** DATA follows **

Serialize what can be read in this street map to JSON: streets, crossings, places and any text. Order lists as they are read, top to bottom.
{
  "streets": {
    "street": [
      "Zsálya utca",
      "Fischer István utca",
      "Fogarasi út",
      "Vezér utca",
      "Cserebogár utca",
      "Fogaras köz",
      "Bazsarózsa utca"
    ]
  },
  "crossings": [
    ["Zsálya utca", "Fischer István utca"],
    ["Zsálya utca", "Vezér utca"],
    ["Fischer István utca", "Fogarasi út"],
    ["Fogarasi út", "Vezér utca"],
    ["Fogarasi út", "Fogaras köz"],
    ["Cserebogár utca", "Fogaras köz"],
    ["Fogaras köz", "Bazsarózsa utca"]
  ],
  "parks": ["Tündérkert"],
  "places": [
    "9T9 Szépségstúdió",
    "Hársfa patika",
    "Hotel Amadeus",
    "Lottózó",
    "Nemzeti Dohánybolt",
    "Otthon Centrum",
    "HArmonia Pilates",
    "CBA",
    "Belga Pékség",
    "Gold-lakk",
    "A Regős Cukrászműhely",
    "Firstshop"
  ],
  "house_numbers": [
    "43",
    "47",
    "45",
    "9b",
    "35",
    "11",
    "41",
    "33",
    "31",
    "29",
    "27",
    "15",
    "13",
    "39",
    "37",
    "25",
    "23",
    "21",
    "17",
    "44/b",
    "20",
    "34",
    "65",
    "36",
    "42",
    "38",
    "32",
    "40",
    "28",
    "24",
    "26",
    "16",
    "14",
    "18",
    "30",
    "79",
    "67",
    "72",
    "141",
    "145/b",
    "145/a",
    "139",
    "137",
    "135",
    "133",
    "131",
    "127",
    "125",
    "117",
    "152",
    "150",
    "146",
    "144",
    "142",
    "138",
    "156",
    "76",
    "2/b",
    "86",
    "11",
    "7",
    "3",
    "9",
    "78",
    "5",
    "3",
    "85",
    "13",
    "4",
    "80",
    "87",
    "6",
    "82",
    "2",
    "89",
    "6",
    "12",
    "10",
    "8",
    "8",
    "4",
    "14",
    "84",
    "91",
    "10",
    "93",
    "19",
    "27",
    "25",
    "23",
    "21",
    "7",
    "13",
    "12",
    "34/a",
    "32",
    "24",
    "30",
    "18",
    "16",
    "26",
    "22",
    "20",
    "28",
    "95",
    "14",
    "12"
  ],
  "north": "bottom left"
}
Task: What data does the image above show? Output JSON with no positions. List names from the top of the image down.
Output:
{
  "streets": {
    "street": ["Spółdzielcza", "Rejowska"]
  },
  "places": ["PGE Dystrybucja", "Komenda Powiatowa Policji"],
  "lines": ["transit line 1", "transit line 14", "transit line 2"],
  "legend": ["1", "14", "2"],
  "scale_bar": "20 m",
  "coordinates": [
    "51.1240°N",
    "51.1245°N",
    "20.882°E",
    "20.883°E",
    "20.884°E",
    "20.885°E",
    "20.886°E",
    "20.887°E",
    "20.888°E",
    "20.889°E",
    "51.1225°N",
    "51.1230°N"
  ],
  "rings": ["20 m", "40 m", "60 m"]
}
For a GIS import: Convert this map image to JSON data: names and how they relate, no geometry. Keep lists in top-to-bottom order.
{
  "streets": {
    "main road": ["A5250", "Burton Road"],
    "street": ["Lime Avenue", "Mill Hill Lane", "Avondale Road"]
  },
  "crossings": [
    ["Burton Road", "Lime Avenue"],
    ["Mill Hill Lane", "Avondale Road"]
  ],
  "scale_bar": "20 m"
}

** End of DATA **

Show every line of the entries above where the word "Lime" occurs.

THE ANSWER:
    "street": ["Lime Avenue", "Mill Hill Lane", "Avondale Road"]
    ["Burton Road", "Lime Avenue"],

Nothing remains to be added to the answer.